How do you encapsulate a 25 year career? How do you celebrate a quarter of a century in music? In Steve Bell’s case it was a surprise gift, a CD of his songs recorded by some of his musical friends.
He liked the gift so much he included it in his latest album, Pilgrimage, a four disc set that covers his career from his first album, released in 1989 to a collection of new songs included in the package. In a way Pilgrimage is four different albums rolled into one, starting with that new material that Steve he has been showcasing in concerts across Canada this fall. It’s new, but it is also vintage Steve Bell, an interweaving of guitar and voice with some thoughtful lyrics.
The second disc Steve calls “Unadorned.” It’s just voice and guitar, renditions of previously recorded tunes as chosen by his fans (with Steve having the last say). It’s “Unadorned,” Steve says, because everyone else calls such records “Unplugged.” He wanted to be different.
The third record is the tribute disc, titled “In Good Company.” Some of his closest musician friends, such as Carolyn Arends, Jacob Moon, Bob Bennett and Glen Soderholm each took a favourite Steve Bell tune and gave it their interpretation. If I had a complaint about this particular disc it would be that Steve’s musical friends all seem to be singer-songwriters with a similar affinity for the material. The record is good, but the rocker in me wonders how a rock band would have interpreted some of these songs.
The final disc in Pilgrimage is “Landscapes.” On the one the original recordings of some of Steve’s best-known tunes are reproduced with the vocal track removed. This provides a new sonic interpretation of familiar songs that you can listen to in a new light – or add your own vocals for an at-home sing-a-long.

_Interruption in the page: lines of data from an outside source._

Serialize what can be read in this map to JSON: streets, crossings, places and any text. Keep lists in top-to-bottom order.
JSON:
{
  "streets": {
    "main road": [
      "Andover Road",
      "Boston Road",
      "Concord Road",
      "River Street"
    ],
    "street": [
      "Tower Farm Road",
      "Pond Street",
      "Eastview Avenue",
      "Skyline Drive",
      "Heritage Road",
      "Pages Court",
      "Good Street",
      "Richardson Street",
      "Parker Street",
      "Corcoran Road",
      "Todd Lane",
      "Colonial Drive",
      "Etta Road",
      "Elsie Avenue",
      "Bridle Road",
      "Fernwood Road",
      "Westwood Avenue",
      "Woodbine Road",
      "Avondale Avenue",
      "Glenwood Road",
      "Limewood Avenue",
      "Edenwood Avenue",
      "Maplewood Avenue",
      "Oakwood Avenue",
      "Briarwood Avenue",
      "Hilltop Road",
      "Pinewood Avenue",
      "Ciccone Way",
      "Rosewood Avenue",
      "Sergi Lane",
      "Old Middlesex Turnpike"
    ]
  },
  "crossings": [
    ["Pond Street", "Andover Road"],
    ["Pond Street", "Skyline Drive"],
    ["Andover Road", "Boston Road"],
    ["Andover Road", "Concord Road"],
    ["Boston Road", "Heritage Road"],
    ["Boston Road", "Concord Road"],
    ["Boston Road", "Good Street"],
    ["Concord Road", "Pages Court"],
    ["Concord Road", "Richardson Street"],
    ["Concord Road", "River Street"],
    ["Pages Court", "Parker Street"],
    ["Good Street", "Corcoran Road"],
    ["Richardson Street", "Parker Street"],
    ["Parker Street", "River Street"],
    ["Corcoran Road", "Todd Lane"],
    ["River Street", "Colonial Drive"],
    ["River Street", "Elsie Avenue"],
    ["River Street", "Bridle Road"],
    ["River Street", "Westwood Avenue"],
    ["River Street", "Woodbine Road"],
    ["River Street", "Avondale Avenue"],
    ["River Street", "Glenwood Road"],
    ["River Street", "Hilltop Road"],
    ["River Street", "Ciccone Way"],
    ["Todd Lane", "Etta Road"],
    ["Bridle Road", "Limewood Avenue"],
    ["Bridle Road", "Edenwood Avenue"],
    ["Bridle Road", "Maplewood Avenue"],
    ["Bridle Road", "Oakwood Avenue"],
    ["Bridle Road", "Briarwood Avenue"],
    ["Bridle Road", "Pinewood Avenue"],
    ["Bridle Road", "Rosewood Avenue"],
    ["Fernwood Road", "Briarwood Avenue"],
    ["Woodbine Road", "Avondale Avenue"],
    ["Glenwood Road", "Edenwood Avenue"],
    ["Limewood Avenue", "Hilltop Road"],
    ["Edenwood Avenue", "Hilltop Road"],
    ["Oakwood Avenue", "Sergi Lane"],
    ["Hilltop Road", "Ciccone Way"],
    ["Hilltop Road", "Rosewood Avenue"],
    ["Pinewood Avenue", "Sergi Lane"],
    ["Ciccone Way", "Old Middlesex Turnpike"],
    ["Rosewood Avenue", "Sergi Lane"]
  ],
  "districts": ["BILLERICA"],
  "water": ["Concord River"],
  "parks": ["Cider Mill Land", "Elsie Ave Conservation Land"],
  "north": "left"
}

Capping off the set is an “essay” on Steve Bell’s career, written by Professor John Stackhouse Jr. of Regent College. Essay seems a bit of a misnomer to me – at 100 pages (admittedly more or less CD case sized pages) it is a bit longer than most school essays I ever wrote. The essay contains not only analysis but stories from Steve about songs and albums and his life, background material that didn’t make it into the liner notes when the original CDs were released. Perhaps my favourite of Steve’s compositions, one that is actually out of character for him, is the song “Somebody’s Gotta Pay” from the 2001 album Waiting for Aidan. The song isn’t included in Pilgrimage, but the story behind it is in the essay. It is just as powerful in print as when I first heard Steve tell it on stage.
I had thought about sharing some stories from my interviews with Steve, but then I realized that though I have talked with him on many occasions, I have never formally interviewed him for print or broadcast. That means our conversations are off-the-record, not to be shared without permission. What I can say is that Steve off-stage is pretty much the same as Steve on-stage: witty, engaging, caring and well read. When he tells me I should read material by a particular author I know I am going to enjoy the book.
In a way, Steve Bell is one of Canada’s hidden gems. He has toiled mostly in the Christian music scene, which in Canada has been and remains extremely small. There are musicians of less talent with more acclaim (and more money), but Steve has a calling to do what he does, and a trust in God that He will provide. That has worked for 25 years.